BA- there is some truth in what you say, but don't underestimate my work- I may just work part time but I do work and it is demanding.
It's not so much about a division of labour, it's more about him not having any vision about our future now that the DCs are almost gone.

He just doesn't generate any ideas aboout anything- he will ask me what I want to do at a weekend or for a holiday etc- and I have spent 20 years coming up with ideas and making the arrangements- now I have stopped and throw the quesion back to him- and he just goes blank- or comes up with the same things each time.

He's very cooperative and easy to please, and some women would find him their dream man as he is so affable, but he is also very passive- and it's driving me nuts.

QuintessentialShadow Wed 10-Jun-09 08:58:49

I dont think you can ever look to other people and expect them to give you an interesting time/life. You have to do that for yourself. YOU have to be the catalyst for interesting and stimulating people/conversations/happening. If you are bored with him, you might be as bored without him. A lot of really interesting and intellectual people have totally boring partners, they dont wait for their partners to provide the stimulation, they chase that themselves.

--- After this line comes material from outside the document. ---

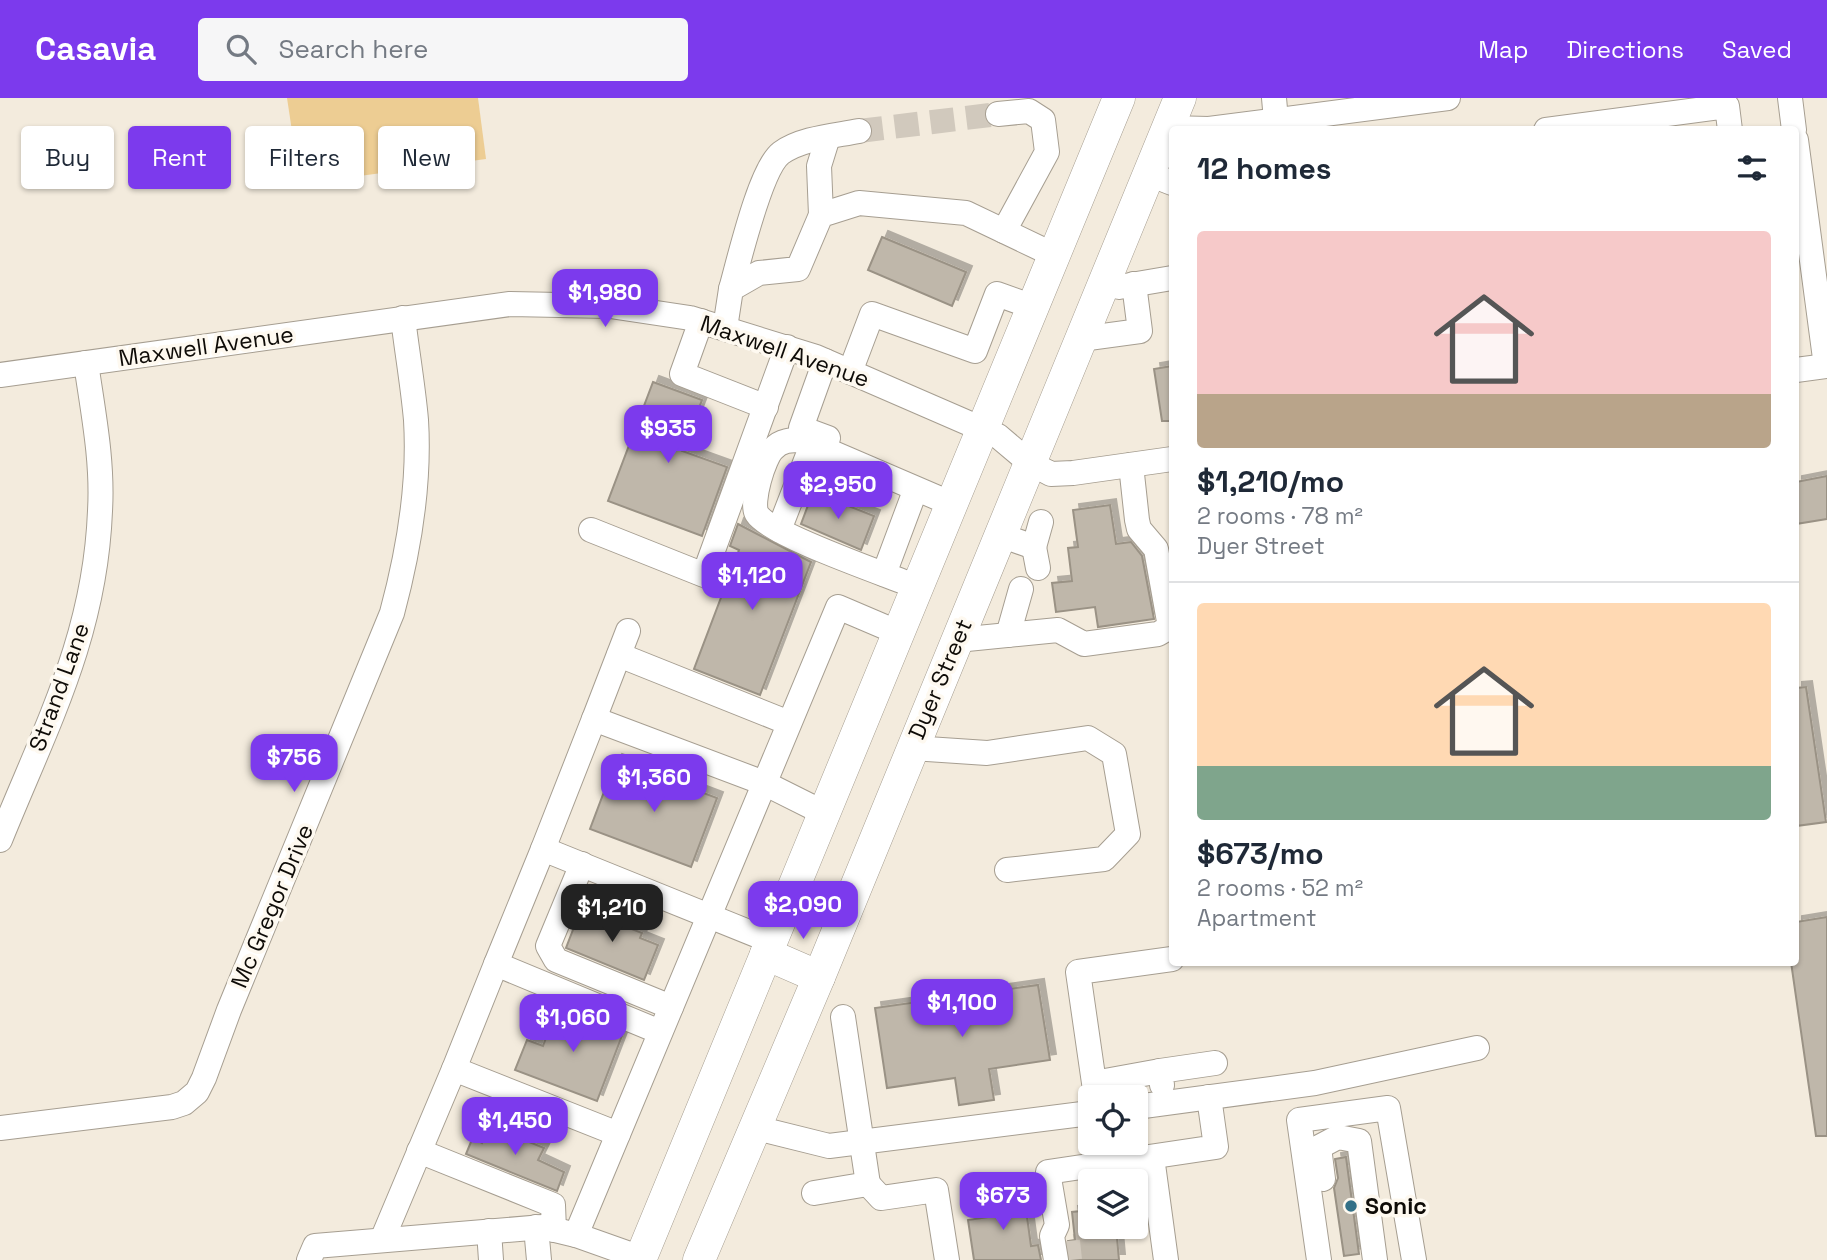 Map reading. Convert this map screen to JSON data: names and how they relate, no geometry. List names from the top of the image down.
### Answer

You should be able to have an interesting life regardless of your husband. How do you know he does not find you equally boring?

What I am trying to say is: if you cannot manage to have an interesting life WITH your husband, what makes you think you are able to establish an interesting life for yourself without him?

blackberrywine Wed 10-Jun-09 09:09:16

QS- I take your point and indeed see the point you are making.

I am not saying that he should be an all-singing and dancing man to keep me amused.

What I am saying is that he is a very quiet person who doesn't really "do" conversation, and waits for me to suggest anything for us to do together. I have got loads of friends i can do things with and have discussions with- but I didn't marry them - I married him.

I am not bored- and I don't think I have said I am- excuse me if I did say that as it's not what I meant.

It's a classic situaiton of a couple being tied up with two kids for years and not having a minute to themselves almost, to now being alone and thinking "what on earth is keeping us together, what did I ever see in him?"